How to read in file into array of hashes to use build start script template

554 views
Skip to first unread message

James Perry

unread,
Jan 13, 2017, 4:15:05 PM1/13/17
to Puppet Users
After spending most of they day digging around and researching, I find Puppet's immutable variables are keeping me from properly handling what I'm trying to do, so I want to see if anyone else has some suggestions on how to handle was I need to accomplish.

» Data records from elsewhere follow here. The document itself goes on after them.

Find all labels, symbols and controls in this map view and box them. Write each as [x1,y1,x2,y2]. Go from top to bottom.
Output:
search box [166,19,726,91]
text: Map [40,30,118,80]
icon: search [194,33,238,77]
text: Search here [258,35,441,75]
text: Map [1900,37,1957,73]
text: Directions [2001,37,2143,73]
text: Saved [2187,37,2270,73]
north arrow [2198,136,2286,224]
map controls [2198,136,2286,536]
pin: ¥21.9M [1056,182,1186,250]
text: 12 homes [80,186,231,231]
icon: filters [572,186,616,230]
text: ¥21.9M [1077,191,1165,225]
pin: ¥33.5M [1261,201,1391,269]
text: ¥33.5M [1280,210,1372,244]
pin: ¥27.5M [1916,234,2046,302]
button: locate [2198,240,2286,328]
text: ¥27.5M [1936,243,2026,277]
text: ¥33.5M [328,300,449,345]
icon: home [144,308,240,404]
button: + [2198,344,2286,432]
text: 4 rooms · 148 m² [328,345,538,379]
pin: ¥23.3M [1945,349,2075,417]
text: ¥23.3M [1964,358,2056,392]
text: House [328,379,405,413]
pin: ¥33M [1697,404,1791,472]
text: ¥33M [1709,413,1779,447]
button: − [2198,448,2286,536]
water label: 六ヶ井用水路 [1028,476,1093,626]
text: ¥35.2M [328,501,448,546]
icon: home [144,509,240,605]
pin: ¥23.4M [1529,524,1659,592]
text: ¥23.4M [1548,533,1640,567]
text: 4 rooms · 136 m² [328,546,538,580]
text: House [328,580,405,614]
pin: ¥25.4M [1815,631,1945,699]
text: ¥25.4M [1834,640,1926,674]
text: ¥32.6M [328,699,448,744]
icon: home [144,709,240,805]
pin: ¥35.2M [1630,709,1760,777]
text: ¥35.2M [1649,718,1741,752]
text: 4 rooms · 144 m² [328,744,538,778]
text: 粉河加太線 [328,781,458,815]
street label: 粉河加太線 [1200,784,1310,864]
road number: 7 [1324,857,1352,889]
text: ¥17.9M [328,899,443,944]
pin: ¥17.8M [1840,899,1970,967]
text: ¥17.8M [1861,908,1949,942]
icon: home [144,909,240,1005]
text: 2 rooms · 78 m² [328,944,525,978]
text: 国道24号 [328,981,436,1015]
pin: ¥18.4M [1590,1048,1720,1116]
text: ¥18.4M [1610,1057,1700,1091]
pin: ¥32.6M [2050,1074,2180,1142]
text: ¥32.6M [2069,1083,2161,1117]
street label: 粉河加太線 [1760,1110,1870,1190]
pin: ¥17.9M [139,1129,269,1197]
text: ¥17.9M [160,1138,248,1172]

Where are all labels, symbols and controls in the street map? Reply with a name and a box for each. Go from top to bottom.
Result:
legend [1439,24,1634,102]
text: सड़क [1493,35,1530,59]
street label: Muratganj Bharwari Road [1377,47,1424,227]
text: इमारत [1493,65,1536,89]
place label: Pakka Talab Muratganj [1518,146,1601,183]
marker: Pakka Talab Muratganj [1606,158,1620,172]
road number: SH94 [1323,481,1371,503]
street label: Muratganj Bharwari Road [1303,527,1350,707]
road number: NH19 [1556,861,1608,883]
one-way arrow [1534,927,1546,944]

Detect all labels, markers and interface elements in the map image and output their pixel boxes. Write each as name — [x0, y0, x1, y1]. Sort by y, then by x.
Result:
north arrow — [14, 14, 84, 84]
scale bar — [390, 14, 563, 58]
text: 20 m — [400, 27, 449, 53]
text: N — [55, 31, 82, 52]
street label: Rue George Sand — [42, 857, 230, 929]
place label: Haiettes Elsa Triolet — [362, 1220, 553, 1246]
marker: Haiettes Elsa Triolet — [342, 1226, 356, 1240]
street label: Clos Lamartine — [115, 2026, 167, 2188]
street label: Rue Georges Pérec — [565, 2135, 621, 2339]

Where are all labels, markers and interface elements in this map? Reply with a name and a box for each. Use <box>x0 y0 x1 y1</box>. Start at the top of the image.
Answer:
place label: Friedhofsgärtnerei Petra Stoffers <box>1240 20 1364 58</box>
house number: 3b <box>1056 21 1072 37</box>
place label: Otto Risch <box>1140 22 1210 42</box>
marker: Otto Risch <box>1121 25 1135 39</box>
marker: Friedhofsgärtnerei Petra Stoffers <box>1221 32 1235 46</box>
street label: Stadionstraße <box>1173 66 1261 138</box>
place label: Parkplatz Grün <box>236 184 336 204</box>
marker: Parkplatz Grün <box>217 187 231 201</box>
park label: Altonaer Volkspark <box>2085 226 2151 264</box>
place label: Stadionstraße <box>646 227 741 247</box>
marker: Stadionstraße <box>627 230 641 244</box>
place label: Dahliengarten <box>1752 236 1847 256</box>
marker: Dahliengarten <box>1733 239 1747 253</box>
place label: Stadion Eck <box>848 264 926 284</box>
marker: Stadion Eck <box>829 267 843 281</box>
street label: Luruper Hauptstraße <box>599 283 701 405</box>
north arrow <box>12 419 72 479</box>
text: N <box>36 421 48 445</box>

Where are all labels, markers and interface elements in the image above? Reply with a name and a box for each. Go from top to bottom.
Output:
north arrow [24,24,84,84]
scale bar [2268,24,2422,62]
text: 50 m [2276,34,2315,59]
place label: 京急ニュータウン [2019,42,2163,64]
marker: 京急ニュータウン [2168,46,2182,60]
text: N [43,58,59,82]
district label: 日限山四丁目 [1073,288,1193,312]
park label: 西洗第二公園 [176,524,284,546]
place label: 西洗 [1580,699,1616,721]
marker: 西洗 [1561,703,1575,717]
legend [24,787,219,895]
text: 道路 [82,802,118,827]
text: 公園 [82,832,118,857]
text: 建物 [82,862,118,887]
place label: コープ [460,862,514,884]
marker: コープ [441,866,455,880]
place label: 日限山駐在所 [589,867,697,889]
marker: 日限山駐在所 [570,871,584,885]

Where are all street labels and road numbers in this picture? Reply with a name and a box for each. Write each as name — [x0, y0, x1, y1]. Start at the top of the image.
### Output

Goal: Ingest a CSV file provided by a user and generate a start / stop script, dynamically, for every server in scope, based on CSV file. 

CSV Format: 
SERVER,start command 

Example. 
SERVERA, /usr/local/bin/prog start databasea
SERVERA, /usr/local/bin/prog start databaseb
SERVER1, /usr/local/bin/prog start database123


The basic design I had in mind for the manifest is to: 
1. Read in the file as provided,
2. Convert <A>,<B> to downcase(A) => B
3. if $hostname == A 
       $my_server_script_lines = $my_hash[A][B]
       file { 
         ... 
         content => template("basic_start_script"),
         }

4. Create a template that runs through the $my_server_script_lines to  put each start line under start) and under stop) after doing a substr replacement of start for stop in B. 

Code so far
include stdlib
$my_data = file("/home/me/database.csv")
$my_subst = downcase(split($my_data2,'[,\n]'))
$my_hash = hash($my_subst)

notice ($my_hash[SERVERA])

$ puppet apply --verbose test.pp
Info: Loading facts
Notice: Scope(Class[main]): '/usr/local/bin/prog start databaseb'
Notice: Compiled catalog for myhost.net in environment production in 0.16 seconds
Info: Applying configuration version '1484340247'
Notice: Applied catalog in 0.03 seconds

Here are the values of the variables as it processes through

$my_data = "SERVERA,/usr/local/bin/prog start databasea
SERVERA,/usr/local/bin/prog start databaseb
SERVERB,/usr/local/bin/prog start database123"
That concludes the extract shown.